EXERCISE BRIEF: What lines below contain the string "direction"? List them all.

[Collected data entries]
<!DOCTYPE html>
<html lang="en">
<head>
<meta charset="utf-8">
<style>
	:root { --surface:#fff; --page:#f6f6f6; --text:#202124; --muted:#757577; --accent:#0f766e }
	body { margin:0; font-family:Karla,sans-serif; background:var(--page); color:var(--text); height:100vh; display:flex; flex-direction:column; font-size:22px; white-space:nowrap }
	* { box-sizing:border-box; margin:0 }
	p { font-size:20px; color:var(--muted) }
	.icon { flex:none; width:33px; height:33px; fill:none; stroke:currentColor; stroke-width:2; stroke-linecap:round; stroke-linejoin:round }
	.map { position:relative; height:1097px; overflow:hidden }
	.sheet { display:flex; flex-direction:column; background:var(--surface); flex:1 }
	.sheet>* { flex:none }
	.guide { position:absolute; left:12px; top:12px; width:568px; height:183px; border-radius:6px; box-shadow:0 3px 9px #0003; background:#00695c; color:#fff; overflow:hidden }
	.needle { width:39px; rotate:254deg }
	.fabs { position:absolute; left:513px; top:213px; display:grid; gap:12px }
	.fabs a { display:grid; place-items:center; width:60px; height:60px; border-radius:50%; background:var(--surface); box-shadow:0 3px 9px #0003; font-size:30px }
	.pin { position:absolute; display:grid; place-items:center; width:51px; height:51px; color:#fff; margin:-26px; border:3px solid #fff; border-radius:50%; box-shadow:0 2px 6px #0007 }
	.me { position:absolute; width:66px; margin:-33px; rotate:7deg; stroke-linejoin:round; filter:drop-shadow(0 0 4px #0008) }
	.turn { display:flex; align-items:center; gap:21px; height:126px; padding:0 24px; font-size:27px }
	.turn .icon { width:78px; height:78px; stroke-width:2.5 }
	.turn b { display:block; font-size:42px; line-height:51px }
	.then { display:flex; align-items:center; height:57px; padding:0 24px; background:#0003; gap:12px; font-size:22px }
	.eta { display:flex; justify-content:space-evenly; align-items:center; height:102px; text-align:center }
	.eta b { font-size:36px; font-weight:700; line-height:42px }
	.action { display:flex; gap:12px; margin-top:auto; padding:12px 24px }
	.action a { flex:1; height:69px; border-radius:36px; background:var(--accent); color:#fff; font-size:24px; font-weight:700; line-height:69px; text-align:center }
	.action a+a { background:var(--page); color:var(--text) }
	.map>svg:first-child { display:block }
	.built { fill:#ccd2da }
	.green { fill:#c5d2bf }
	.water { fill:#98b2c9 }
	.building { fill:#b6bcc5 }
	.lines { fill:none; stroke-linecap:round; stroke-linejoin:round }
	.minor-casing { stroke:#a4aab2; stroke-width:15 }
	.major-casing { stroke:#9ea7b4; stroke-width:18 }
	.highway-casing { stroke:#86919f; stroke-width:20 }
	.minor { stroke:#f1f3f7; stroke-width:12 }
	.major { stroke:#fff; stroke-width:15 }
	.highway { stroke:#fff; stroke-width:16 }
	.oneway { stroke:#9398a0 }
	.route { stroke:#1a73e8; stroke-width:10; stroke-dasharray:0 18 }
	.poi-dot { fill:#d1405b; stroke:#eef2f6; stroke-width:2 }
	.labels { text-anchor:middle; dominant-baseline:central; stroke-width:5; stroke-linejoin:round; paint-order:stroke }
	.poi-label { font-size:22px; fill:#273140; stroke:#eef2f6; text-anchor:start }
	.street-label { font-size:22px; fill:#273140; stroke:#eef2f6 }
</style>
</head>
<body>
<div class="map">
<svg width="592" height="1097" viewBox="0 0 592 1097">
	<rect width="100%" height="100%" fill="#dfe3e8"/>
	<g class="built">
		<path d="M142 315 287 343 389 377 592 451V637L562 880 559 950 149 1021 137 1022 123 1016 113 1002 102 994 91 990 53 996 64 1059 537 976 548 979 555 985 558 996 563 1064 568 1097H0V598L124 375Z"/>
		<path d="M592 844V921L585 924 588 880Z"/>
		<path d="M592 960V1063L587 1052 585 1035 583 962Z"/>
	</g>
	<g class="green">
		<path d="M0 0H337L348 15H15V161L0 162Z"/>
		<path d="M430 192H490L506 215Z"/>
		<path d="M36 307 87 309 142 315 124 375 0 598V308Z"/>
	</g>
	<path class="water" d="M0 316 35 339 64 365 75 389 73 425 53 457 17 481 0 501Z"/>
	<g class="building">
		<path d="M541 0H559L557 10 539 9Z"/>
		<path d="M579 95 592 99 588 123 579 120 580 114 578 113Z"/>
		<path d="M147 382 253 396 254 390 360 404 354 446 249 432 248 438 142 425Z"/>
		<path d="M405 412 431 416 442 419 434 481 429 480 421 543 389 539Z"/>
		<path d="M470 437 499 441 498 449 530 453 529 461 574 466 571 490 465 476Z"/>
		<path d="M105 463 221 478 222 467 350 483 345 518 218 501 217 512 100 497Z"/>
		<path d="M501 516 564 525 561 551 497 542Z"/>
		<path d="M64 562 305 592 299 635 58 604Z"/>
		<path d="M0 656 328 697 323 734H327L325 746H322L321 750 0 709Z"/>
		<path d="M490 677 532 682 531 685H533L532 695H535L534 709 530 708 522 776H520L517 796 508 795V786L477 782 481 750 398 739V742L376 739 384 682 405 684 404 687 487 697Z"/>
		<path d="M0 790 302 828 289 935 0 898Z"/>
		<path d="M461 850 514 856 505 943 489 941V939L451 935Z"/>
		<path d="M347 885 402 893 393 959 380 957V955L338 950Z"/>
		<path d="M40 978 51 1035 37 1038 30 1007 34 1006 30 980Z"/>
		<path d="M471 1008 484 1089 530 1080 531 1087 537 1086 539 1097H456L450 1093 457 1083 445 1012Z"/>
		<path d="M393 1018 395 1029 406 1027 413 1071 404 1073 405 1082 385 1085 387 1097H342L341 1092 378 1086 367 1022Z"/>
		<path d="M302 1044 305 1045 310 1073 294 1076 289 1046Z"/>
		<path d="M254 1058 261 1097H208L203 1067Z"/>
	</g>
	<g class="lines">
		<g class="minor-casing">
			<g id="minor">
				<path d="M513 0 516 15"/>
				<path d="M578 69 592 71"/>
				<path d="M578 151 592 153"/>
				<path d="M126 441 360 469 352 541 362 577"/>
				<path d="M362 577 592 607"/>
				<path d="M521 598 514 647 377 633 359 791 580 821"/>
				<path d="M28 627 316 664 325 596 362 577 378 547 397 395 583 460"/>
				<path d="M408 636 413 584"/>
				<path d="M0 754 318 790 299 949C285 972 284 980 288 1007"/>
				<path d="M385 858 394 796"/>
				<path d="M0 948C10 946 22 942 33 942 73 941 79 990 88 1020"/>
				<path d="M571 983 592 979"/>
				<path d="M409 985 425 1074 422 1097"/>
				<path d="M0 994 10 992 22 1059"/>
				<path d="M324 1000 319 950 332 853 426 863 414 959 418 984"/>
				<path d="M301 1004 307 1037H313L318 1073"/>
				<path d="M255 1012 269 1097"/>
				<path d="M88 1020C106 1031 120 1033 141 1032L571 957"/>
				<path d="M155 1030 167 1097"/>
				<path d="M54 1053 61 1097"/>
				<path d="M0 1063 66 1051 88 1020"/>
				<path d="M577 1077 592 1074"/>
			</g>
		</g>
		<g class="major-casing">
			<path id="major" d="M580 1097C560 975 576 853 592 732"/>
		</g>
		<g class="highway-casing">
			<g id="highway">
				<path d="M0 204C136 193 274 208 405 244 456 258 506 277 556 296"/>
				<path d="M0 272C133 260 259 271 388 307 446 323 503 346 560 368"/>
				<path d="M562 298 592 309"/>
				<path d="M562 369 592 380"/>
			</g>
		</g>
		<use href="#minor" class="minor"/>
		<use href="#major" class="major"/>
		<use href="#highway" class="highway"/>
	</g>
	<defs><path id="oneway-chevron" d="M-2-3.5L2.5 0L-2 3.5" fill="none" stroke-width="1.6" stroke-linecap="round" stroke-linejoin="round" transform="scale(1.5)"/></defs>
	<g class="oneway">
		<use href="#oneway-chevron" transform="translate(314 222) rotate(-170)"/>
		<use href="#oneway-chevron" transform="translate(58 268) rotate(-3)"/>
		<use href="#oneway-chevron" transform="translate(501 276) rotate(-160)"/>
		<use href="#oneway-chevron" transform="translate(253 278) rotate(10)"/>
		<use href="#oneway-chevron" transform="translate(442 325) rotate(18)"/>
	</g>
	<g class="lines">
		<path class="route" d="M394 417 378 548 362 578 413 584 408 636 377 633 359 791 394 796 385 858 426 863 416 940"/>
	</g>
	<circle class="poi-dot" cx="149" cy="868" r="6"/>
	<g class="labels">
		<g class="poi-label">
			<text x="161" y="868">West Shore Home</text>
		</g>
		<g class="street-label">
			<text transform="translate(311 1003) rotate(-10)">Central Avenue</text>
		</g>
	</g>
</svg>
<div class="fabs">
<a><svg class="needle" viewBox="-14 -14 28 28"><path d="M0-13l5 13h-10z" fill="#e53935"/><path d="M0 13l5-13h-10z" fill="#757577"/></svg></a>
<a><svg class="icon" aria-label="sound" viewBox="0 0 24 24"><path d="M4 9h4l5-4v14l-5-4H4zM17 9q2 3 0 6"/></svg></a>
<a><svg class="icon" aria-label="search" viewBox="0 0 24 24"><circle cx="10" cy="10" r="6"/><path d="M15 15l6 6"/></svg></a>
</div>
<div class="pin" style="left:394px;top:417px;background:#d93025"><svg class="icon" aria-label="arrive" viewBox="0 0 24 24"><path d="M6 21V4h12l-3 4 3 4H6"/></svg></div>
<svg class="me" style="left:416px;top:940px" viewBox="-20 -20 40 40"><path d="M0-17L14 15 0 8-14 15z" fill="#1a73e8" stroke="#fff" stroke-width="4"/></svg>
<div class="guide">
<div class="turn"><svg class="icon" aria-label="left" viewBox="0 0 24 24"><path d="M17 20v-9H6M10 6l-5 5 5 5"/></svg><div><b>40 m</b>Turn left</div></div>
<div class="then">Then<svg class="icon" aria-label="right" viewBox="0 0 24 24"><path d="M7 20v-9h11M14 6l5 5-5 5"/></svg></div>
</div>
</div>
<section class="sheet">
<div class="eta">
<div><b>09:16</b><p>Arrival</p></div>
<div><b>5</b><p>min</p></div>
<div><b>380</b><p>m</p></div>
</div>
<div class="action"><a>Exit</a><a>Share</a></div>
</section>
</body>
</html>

RESULT OF THE EXERCISE:
	body { margin:0; font-family:Karla,sans-serif; background:var(--page); color:var(--text); height:100vh; display:flex; flex-direction:column; font-size:22px; white-space:nowrap }
	.sheet { display:flex; flex-direction:column; background:var(--surface); flex:1 }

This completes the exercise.